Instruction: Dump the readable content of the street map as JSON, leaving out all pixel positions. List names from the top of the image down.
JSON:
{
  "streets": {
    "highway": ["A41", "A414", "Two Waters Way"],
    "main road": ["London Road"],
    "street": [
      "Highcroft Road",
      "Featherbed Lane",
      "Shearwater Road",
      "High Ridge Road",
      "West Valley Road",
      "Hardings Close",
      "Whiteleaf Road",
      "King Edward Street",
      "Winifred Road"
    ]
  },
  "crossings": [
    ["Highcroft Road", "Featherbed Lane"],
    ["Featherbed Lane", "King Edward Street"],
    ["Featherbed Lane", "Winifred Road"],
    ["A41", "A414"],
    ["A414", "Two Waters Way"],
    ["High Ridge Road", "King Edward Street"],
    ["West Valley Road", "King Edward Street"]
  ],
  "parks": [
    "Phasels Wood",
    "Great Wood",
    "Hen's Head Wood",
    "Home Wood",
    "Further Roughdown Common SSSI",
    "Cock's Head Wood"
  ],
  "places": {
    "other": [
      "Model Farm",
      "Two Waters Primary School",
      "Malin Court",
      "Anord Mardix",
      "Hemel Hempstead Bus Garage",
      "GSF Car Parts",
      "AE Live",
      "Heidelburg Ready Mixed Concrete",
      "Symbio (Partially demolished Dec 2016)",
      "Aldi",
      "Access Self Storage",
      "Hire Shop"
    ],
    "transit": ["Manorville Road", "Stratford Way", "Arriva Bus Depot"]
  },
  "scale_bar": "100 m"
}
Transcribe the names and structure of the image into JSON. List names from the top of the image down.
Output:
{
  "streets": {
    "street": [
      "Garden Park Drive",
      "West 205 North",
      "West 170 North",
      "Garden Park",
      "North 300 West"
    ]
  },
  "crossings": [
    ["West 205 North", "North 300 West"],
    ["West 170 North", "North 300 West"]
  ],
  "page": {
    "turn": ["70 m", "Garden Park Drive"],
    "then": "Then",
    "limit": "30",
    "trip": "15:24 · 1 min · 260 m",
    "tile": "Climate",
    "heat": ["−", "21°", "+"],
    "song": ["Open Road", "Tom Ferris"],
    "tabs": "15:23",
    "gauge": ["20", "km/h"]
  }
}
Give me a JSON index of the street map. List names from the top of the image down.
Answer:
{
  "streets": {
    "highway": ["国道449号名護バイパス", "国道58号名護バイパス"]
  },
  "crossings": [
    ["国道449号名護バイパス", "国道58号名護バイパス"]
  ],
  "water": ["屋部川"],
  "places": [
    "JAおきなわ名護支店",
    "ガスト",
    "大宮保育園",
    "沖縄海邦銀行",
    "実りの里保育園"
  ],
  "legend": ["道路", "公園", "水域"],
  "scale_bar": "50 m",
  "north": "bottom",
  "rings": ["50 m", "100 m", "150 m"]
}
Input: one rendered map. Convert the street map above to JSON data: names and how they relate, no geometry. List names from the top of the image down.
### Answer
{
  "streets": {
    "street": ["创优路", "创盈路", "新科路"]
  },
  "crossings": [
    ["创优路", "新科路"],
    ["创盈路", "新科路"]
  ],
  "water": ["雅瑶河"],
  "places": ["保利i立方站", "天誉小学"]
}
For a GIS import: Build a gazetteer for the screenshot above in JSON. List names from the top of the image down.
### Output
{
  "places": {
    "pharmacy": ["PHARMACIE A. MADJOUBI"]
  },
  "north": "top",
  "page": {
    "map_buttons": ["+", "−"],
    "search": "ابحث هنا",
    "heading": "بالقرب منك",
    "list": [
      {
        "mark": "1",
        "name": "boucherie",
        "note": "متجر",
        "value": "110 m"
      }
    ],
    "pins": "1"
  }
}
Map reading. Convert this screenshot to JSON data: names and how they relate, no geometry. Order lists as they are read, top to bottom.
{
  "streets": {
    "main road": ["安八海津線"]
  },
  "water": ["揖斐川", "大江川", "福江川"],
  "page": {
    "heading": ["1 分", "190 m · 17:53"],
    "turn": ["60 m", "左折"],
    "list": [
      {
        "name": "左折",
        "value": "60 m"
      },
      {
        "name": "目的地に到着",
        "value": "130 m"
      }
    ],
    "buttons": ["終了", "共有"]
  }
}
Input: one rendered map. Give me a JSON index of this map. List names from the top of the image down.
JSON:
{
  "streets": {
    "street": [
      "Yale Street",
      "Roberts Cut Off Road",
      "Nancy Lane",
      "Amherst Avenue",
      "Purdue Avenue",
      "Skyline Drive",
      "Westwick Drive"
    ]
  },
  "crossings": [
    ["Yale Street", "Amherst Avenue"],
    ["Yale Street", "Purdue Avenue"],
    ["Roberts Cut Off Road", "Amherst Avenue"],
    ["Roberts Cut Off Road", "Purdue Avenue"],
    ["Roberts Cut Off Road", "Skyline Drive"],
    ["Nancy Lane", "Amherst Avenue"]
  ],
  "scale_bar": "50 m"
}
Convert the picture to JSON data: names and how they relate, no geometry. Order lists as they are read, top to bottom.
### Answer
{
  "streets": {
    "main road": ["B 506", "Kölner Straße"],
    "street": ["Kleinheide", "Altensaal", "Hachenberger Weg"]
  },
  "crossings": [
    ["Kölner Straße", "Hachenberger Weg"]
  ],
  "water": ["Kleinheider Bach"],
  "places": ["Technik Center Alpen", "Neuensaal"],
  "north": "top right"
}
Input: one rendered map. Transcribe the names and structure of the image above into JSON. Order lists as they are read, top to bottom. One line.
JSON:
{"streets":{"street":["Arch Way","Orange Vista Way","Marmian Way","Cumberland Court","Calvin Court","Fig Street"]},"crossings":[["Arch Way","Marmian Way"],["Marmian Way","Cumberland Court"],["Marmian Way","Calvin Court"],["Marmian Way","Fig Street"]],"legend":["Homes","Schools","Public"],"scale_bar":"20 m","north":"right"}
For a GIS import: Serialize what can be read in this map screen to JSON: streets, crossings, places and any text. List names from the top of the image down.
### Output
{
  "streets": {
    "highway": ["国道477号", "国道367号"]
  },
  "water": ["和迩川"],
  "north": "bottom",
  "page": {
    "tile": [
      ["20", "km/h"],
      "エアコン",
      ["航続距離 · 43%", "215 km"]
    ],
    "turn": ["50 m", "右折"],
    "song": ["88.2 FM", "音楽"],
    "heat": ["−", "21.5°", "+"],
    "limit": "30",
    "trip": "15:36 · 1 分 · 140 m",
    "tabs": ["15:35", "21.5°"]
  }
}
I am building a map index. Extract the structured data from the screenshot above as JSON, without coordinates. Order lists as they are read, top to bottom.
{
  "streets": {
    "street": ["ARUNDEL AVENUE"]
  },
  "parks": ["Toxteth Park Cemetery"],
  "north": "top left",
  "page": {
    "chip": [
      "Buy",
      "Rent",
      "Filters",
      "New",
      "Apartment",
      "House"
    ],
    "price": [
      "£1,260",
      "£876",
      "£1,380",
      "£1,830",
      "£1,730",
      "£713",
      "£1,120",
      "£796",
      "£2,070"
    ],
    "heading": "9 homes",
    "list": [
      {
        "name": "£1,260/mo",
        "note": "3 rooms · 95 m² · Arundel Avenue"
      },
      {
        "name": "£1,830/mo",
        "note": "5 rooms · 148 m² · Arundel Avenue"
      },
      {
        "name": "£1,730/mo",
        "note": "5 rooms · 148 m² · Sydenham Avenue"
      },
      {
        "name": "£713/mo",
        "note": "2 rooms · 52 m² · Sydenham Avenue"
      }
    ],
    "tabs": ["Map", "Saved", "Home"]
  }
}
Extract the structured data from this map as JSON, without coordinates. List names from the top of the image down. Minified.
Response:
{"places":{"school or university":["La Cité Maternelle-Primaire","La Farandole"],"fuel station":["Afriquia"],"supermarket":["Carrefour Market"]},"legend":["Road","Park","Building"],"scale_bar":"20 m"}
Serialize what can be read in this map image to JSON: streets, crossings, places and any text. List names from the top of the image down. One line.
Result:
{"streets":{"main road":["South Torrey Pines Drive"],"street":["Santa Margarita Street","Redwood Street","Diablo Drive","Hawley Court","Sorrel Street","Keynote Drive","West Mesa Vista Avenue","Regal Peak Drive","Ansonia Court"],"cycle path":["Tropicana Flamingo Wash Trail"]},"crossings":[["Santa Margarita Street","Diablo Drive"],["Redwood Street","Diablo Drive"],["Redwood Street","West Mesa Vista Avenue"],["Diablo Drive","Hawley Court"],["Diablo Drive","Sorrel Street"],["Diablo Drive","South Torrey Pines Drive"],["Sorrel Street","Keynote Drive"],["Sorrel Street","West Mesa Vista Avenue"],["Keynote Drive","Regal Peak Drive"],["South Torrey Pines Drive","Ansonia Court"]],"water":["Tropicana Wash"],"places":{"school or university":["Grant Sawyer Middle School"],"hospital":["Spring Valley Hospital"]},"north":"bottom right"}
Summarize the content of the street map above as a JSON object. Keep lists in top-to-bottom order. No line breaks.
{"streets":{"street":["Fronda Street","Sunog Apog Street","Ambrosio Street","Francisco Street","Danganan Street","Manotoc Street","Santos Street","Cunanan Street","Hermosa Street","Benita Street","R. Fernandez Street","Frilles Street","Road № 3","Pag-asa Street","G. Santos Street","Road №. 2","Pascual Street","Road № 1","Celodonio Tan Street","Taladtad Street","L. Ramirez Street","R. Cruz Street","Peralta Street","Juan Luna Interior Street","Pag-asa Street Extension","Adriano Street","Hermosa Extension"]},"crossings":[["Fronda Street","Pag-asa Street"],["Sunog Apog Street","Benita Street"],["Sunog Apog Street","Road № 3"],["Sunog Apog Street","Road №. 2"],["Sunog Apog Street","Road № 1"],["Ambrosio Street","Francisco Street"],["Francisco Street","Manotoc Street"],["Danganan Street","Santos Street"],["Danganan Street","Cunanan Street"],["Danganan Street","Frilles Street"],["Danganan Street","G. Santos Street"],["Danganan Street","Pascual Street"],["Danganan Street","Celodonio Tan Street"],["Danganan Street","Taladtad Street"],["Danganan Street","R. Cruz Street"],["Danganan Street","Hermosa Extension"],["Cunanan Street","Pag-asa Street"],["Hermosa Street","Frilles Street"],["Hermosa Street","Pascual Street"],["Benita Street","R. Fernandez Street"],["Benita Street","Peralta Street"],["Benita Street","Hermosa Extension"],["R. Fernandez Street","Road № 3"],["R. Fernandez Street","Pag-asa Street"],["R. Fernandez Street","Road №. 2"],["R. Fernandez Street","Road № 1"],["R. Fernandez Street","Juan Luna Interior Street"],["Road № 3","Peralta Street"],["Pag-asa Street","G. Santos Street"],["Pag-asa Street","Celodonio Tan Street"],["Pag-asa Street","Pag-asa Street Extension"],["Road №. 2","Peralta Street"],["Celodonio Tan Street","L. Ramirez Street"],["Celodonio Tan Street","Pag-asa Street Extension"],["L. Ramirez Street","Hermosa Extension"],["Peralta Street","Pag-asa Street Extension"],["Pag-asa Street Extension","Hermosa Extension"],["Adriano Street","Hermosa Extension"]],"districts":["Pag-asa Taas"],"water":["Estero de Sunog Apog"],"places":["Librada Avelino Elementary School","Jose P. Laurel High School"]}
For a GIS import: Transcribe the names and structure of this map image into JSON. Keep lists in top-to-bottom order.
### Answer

• _Exercise description_
Show all lines above holding the word "what".

• _Task response_
For a GIS import: Serialize what can be read in this map screen to JSON: streets, crossings, places and any text. List names from the top of the image down.
Serialize what can be read in this map image to JSON: streets, crossings, places and any text. List names from the top of the image down. One line.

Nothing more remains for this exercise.